Source data
==========

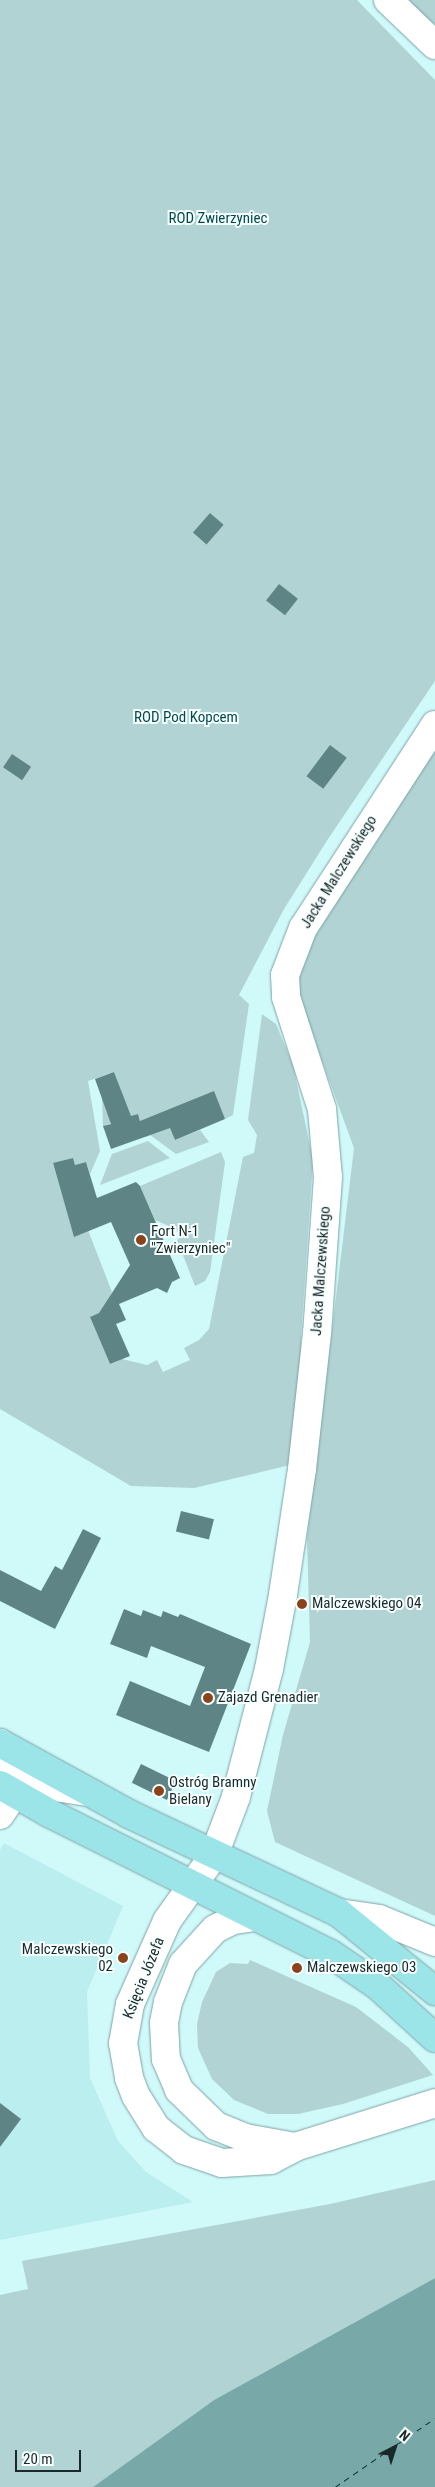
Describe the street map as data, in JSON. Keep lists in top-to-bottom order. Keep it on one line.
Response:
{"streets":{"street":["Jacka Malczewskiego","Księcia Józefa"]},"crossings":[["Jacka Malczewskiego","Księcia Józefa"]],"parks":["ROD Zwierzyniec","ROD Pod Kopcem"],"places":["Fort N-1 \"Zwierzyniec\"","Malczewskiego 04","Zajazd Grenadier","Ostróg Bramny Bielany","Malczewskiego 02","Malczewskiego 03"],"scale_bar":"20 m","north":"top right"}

==========

Exercise prompt
From the first line to the last, repeat the listing exactly and skip its images.

Response for this exercise
Describe the street map as data, in JSON. Keep lists in top-to-bottom order. Keep it on one line.
Response:
{"streets":{"street":["Jacka Malczewskiego","Księcia Józefa"]},"crossings":[["Jacka Malczewskiego","Księcia Józefa"]],"parks":["ROD Zwierzyniec","ROD Pod Kopcem"],"places":["Fort N-1 \"Zwierzyniec\"","Malczewskiego 04","Zajazd Grenadier","Ostróg Bramny Bielany","Malczewskiego 02","Malczewskiego 03"],"scale_bar":"20 m","north":"top right"}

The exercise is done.